Stored data entries:

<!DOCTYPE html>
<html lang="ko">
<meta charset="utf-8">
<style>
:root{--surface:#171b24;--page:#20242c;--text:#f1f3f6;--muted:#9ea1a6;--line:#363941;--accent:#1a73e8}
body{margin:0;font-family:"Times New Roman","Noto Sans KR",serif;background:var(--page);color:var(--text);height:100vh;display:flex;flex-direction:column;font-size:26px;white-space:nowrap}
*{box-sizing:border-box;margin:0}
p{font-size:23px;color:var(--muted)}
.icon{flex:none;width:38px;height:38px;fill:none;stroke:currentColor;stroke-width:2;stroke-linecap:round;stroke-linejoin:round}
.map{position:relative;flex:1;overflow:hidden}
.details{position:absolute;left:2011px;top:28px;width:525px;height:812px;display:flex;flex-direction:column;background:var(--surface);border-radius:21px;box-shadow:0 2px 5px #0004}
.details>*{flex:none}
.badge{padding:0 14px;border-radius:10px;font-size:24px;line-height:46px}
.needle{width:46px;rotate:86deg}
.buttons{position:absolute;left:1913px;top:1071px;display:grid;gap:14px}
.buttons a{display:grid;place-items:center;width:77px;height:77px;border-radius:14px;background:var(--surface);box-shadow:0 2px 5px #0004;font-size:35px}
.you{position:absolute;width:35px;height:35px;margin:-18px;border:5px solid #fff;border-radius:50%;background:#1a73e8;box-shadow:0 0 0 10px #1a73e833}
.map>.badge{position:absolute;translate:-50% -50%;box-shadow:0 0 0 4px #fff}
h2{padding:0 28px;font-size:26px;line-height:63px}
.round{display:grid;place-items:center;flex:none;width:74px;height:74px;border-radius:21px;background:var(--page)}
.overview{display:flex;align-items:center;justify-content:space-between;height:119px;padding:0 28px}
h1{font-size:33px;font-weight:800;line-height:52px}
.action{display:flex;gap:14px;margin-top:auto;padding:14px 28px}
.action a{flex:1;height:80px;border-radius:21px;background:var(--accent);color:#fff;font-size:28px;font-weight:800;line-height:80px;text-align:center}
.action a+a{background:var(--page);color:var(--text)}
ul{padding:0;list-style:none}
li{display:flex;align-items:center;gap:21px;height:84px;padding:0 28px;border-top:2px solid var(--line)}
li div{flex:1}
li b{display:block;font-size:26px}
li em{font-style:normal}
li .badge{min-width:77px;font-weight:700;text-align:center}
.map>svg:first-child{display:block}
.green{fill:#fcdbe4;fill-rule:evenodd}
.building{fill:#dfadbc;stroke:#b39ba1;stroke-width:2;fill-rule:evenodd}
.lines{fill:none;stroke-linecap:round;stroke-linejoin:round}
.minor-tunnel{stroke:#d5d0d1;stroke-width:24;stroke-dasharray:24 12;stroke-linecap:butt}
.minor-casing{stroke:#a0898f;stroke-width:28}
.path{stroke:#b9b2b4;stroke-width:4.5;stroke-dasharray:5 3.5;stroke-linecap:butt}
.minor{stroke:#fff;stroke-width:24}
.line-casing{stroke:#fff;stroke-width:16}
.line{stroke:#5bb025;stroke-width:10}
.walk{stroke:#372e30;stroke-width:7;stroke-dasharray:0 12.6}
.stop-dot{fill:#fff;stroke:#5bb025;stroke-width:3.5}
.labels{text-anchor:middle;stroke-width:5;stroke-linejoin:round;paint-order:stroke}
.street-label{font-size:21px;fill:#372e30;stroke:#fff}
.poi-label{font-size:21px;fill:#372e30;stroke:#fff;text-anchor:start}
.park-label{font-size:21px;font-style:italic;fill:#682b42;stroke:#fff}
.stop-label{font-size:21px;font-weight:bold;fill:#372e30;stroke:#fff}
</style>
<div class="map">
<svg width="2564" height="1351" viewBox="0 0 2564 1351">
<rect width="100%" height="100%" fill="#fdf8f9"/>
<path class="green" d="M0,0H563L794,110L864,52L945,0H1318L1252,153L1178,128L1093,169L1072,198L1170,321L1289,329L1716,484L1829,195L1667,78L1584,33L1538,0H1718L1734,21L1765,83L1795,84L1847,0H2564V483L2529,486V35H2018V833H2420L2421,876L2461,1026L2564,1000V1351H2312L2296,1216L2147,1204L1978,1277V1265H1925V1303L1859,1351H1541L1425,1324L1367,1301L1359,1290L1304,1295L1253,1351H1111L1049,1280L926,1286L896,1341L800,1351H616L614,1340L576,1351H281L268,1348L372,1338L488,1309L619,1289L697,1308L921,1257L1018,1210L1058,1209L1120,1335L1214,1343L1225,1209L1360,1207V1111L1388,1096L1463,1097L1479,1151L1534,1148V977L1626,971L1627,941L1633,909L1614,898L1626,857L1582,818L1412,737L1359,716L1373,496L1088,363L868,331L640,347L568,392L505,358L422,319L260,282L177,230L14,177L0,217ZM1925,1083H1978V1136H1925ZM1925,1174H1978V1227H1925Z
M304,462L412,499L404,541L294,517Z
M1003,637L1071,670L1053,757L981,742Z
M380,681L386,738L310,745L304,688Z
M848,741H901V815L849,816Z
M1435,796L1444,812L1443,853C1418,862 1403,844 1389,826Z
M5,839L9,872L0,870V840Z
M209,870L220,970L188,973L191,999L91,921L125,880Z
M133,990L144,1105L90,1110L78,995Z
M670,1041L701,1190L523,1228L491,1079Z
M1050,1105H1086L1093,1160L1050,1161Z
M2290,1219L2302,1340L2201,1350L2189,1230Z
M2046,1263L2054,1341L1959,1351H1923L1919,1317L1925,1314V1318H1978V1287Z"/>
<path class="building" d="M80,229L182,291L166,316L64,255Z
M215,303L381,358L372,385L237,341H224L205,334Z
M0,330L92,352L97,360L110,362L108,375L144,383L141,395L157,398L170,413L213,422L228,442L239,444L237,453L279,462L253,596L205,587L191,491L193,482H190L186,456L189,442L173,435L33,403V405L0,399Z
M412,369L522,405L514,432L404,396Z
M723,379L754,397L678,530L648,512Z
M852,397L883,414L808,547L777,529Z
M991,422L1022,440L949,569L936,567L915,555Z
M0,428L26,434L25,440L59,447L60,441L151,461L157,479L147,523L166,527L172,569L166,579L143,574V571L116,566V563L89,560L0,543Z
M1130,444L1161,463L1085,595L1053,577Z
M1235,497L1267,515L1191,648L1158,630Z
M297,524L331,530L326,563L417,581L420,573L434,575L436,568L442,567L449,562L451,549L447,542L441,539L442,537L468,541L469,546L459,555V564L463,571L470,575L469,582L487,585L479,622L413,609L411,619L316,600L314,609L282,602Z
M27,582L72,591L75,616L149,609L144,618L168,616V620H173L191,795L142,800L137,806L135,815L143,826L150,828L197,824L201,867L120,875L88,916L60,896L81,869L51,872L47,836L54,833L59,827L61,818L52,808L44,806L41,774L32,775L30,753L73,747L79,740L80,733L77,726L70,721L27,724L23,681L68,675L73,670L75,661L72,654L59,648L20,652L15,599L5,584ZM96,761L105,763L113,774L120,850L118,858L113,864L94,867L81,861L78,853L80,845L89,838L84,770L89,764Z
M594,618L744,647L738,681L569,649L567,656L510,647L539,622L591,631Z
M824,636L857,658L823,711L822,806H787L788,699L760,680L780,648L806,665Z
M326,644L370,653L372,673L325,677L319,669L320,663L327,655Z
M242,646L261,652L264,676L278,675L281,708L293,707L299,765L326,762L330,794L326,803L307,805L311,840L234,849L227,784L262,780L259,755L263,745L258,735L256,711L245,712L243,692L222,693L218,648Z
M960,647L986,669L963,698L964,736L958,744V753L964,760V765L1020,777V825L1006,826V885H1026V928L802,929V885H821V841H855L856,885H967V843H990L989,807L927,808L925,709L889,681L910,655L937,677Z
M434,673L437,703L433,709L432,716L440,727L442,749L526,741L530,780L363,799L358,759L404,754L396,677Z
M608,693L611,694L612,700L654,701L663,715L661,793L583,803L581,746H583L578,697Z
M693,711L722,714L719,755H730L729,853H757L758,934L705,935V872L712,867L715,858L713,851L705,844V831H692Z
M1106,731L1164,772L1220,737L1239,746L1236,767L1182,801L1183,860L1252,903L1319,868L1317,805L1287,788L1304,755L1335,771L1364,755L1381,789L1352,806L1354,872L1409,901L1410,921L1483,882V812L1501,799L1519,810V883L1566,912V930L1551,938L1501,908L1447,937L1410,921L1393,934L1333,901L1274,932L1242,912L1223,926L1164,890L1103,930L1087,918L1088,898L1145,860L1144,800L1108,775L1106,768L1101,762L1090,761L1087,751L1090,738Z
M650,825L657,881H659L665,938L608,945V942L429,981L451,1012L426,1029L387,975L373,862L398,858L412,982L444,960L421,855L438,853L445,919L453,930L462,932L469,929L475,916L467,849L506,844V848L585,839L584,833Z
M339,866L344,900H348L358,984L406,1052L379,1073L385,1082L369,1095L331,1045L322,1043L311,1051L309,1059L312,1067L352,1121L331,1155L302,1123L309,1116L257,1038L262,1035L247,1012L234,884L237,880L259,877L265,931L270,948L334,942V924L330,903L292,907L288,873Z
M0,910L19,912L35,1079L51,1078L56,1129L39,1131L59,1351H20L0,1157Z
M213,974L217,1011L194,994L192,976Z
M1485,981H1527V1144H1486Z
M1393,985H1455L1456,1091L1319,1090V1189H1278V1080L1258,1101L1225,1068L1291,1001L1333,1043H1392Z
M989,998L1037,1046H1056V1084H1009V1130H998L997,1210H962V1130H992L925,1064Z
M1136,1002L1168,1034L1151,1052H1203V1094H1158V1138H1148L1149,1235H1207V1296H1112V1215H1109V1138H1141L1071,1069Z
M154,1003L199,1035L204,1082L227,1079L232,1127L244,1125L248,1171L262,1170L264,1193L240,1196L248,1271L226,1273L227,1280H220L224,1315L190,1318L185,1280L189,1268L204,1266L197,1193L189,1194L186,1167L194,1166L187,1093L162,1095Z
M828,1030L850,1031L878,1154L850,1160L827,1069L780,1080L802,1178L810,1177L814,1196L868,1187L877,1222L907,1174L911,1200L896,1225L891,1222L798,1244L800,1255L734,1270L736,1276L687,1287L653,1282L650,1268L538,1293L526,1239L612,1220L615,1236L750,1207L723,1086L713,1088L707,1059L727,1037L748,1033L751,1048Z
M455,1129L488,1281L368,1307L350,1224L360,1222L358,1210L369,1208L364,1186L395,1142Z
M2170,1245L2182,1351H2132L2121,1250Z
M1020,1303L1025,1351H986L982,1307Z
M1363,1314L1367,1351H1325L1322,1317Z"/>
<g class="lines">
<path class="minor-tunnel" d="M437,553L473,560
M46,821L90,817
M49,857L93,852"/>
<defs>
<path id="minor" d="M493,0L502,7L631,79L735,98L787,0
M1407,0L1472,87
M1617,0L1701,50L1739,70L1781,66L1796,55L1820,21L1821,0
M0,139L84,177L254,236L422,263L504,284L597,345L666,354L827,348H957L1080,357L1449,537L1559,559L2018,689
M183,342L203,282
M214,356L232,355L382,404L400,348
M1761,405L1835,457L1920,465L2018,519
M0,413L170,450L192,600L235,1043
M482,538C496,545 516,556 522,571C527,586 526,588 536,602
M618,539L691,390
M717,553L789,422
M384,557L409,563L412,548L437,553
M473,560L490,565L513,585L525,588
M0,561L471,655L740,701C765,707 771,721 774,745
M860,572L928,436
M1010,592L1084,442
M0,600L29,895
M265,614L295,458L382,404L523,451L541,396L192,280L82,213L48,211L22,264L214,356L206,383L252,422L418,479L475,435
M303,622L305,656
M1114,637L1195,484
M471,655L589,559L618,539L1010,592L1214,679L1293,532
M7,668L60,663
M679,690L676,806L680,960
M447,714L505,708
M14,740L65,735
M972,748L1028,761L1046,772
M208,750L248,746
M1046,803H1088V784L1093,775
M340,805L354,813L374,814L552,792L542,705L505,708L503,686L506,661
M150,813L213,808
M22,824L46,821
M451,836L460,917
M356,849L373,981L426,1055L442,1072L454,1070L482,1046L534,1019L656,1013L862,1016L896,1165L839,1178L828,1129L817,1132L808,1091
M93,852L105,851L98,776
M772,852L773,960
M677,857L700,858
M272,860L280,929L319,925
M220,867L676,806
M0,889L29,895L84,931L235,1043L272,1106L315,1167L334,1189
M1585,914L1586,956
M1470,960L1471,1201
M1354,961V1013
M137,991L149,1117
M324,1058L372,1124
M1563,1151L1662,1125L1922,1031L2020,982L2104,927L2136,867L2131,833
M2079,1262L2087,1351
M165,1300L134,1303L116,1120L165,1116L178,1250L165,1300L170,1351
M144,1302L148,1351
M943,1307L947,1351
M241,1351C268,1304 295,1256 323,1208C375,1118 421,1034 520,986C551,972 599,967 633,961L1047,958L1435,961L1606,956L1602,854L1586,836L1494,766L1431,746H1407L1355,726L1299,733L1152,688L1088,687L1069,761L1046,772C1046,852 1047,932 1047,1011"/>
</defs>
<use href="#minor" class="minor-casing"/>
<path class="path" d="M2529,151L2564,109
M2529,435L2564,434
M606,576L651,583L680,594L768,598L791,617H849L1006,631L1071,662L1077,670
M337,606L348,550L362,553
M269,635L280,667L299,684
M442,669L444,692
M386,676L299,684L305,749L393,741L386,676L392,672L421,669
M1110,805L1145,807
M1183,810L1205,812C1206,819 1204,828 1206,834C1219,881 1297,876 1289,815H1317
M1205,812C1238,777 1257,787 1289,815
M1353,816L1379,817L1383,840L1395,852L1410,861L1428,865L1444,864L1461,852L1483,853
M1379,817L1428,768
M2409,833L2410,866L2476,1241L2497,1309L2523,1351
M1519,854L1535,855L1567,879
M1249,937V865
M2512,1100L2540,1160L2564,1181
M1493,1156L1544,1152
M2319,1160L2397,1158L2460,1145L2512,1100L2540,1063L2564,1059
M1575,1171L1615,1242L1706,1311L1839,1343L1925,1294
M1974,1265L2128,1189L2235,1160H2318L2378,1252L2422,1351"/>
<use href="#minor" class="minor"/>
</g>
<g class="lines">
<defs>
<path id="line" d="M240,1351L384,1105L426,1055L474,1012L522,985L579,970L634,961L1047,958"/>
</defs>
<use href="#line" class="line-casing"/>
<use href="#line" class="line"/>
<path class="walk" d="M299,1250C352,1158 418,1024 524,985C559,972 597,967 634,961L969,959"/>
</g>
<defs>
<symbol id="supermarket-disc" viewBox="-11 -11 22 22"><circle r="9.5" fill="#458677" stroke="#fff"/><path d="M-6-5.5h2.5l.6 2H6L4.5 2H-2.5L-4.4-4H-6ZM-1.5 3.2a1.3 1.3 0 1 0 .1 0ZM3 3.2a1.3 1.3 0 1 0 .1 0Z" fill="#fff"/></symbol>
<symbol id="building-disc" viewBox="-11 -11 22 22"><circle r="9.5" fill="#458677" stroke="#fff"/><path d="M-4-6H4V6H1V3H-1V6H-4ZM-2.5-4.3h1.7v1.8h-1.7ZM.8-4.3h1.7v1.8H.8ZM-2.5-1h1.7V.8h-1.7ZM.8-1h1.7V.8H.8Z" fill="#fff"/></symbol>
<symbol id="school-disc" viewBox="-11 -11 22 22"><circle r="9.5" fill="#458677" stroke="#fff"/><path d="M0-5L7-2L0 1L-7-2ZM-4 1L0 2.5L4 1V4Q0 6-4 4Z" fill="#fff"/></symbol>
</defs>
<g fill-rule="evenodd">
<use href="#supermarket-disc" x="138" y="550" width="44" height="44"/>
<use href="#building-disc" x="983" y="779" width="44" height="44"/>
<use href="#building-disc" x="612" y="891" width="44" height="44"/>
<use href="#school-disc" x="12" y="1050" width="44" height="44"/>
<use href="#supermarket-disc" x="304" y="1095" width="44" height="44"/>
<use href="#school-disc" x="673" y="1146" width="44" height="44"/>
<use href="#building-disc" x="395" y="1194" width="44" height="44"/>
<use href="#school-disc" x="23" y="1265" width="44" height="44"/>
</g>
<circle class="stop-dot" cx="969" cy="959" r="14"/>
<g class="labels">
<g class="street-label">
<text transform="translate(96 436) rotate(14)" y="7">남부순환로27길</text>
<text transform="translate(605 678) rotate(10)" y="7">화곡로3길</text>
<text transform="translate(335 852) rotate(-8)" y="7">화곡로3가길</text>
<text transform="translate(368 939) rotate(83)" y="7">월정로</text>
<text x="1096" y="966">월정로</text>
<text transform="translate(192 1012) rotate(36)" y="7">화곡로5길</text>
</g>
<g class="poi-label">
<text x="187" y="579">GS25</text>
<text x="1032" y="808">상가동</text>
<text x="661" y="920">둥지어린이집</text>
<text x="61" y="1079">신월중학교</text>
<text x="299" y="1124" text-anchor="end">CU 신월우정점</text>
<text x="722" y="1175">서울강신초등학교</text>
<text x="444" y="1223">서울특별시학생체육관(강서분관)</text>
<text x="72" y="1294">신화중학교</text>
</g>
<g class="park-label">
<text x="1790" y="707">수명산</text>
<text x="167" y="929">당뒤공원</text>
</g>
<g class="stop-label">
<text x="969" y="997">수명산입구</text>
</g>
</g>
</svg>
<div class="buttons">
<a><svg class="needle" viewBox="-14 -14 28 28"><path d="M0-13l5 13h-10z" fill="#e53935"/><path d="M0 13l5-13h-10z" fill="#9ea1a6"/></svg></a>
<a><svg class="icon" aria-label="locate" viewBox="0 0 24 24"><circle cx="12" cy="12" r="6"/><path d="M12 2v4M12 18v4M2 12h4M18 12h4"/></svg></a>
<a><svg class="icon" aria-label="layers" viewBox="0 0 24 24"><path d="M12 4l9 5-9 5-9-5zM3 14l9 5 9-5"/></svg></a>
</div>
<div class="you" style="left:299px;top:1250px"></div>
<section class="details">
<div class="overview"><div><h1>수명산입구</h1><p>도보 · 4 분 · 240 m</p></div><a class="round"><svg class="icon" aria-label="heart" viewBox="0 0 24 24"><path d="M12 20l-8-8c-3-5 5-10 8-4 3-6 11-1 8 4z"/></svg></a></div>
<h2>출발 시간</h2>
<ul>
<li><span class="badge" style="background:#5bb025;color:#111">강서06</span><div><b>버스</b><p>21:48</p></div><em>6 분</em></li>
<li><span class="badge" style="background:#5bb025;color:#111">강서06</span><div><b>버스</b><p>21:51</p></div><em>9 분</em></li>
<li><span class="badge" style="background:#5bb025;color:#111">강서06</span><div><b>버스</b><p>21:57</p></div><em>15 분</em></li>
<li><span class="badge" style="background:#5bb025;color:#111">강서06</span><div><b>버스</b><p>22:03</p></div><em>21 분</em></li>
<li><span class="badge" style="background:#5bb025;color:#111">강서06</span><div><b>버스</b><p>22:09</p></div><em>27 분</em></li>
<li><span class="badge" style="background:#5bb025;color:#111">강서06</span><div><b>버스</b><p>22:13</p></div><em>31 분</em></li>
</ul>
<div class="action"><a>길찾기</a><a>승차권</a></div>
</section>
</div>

> **What to produce**
Check every line of the records, and copy the ones that hold the word "direction".

> **Answer section**
body{margin:0;font-family:"Times New Roman","Noto Sans KR",serif;background:var(--page);color:var(--text);height:100vh;display:flex;flex-direction:column;font-size:26px;white-space:nowrap}
.details{position:absolute;left:2011px;top:28px;width:525px;height:812px;display:flex;flex-direction:column;background:var(--surface);border-radius:21px;box-shadow:0 2px 5px #0004}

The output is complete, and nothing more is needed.